There is no known formula to creating such teams. What I do know as a coach is that such teams always have 3 elements in common.

Element 1 – Team synergy. It's not that they are all friends and do BBQ together of go get drunk together (Although either happens in many cases) but it's that level of mutual goal, respect for each other as valuable contributors, a sense of togetherness were they help each other to be better for the team. We have a Hebrew saying for it that I like to tell my players. In Hebrew there is no word for "depend" the term literally is "to hang on each other". The saying is – "As a team we either depend (HANG) on each other or we'll all end up hanged by each other".

Element 2 – Team accountability. Good teams make each player accountable for his performance. Great teams make each player accountable for the way the whole team performs.

Element 3 – A defining event. Each of those special Level 3 teams can tell you when it happened. They can always pinpoint the event that made the team take that big step in the way the see and define themselves. The year my first team were champions we were a good 3rd place team by midseason. We had a far away game against the 2nd seeded team that only 7 players could travel to. They had a very load and hostile fan base. In the first set we had one guy twist an ankle (very common volleyball injury). We were left with 6 players no replacements and lost the first set. We won the 2nd somehow. At the start of the 3rd a second player had the very same injury by worse in swelling etc. In order to not forfeit the game the first player that was injured took his place on the court with instructions to just stand and do the rotation but not try to play.

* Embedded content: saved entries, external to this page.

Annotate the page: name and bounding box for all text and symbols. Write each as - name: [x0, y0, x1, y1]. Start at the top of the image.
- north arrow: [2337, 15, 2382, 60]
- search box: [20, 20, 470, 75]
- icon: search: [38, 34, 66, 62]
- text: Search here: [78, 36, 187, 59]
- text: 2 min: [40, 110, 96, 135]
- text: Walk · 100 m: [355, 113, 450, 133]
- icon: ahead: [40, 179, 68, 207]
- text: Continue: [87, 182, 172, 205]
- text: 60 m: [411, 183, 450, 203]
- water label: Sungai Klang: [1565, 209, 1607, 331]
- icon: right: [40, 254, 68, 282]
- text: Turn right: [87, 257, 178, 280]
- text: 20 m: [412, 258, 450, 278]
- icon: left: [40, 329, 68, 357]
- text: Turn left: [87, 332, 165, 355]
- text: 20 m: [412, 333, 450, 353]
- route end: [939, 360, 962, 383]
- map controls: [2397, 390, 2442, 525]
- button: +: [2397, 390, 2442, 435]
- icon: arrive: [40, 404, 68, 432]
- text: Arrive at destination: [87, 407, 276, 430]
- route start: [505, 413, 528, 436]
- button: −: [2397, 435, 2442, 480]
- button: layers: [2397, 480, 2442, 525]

On the first play they spiked hard at him. He made a saving dive and we won that point. He was slow standing up but he was smiling. We won that game. We won every game for the rest of the season.

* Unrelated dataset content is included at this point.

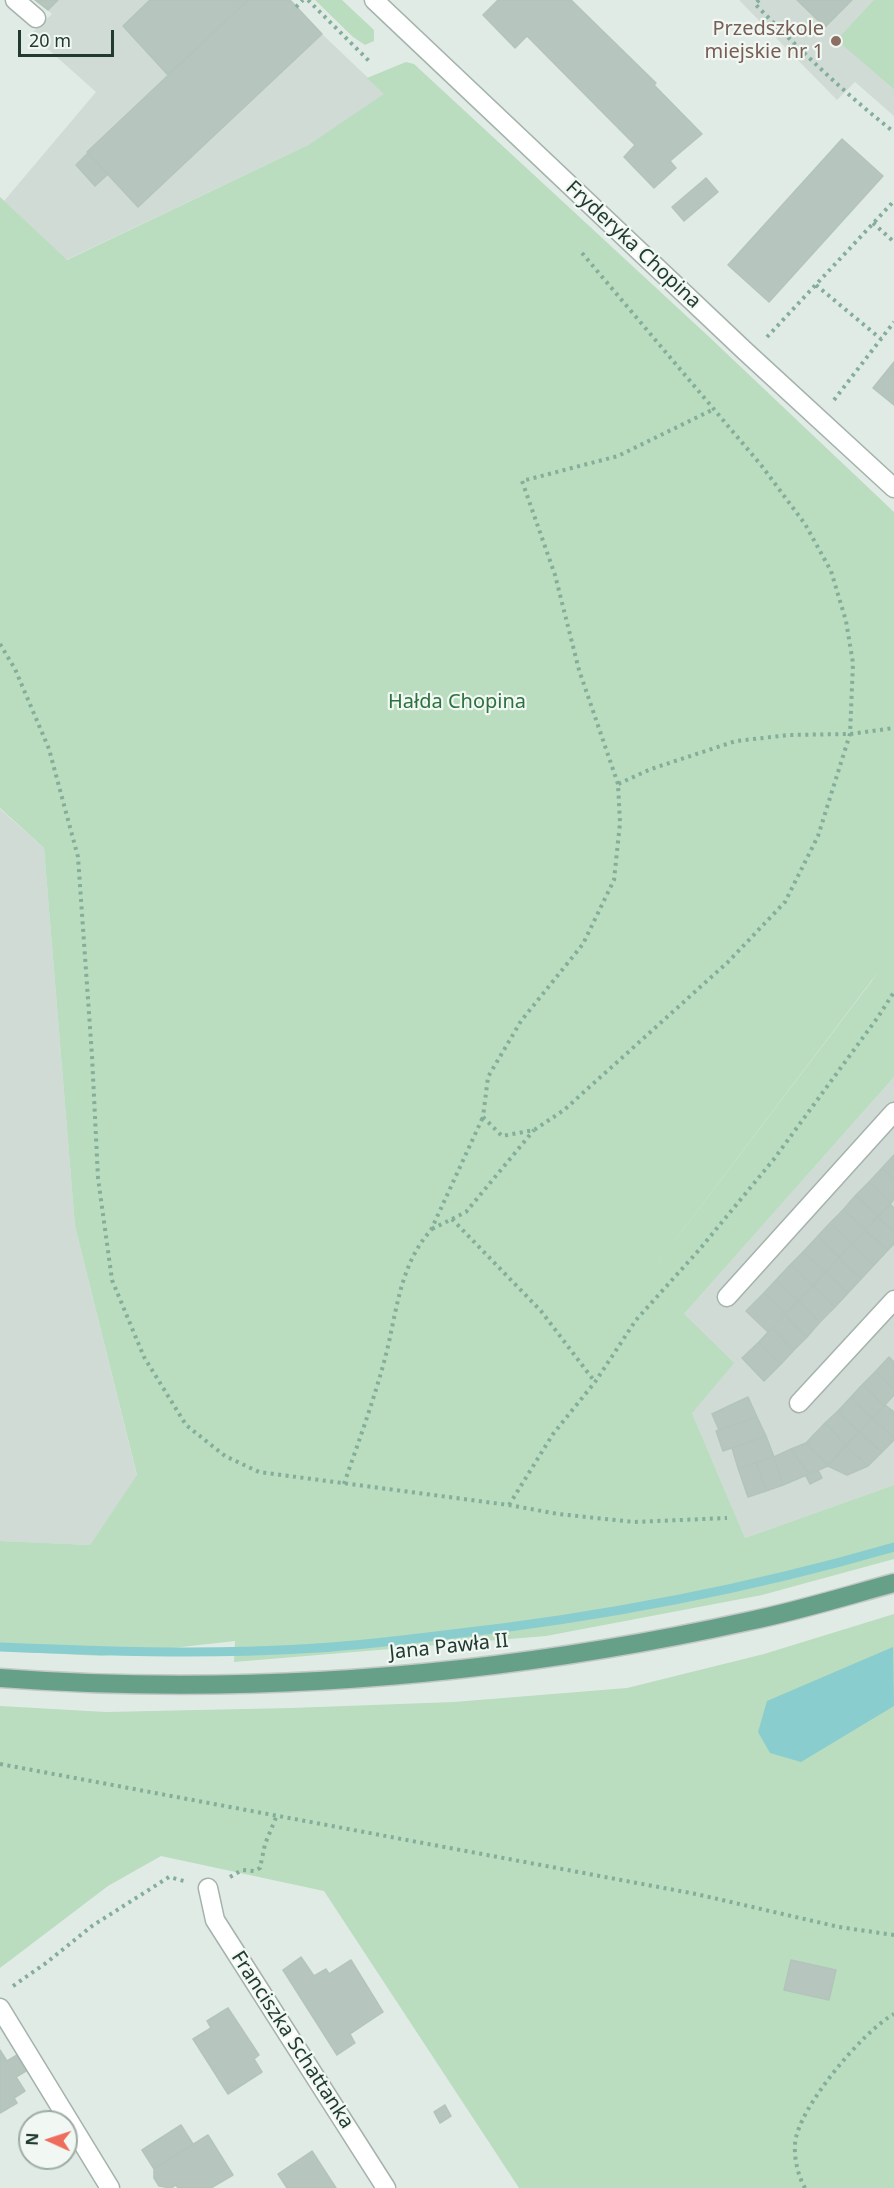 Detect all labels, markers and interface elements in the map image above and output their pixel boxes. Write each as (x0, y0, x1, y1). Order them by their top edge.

Last year there were 2 such events for the 2012. "Yes we can" against NE and "YES WE WILL" against the bears. The 1st moved us from that team with that short rookie QB to the team with that rookie that can win games. The 2nd moved us from that good middle of the pack team to the team nobody wanted to face for the rest of the year. Same players, same coachs, totally different team.

Now back to Sunday at Houston.

Everything I know about football tells me we lost that game. Every category I can think about and everything I saw on the field indicates that we were outplayed by the Texans. Keeping that small sparkling constant hope that maybe they'll turn it around and start playing awesome offense (remember the NE and Bears games) was not easy but it's never over till it's over. It never happened. They never did turn it around. One TD drive that had a bunch of miracle plays and more then half of the yards were RW making something of busted plays is not considered turning it around. Our defense became impregnable but their defense kept outplaying our offense all the way to the end. That should have been enough for the Texans to ride a 17 points advantage all the way to victory. And…IT WASN'T.

There is a bunch of guys on an airplane ride to Seattle. None of them feels proud at their personal achievements in this game. Most of them can also pin point what all the other players did wrong at parts of the game. And yet, they are so very proud at their team. Their WINNING TEAM.

Waking up on Monday after such a game is very very painful. Your body gives you a full account of everything it went through without the adrenaline soothing effects. It's tell the truth Monday. It's going to be even more painful watching it all. Every failure will be exposed and analyzed. Lessons will be learned, conclusions drawn, plans will be made to do better.

It will be handled calmly and professionally. There will be no blame. Players will smile at each other. When you know that if they break your legs and tie your hands behind your back you will crawl and make it to the finish line it gives you a certain inner confidence, a kind of calm. That impregnable unwavering trust that as a team we can't lose no matter what. Some teams get it by scoring 16 TD and a million points a game and some teams get it by winning a game they actually lost.

The 2013 Seahawks have their defining event. It happened on Sunday while we were counting yards and sacks. Try reading McDonald reactions after the game and you'll understand.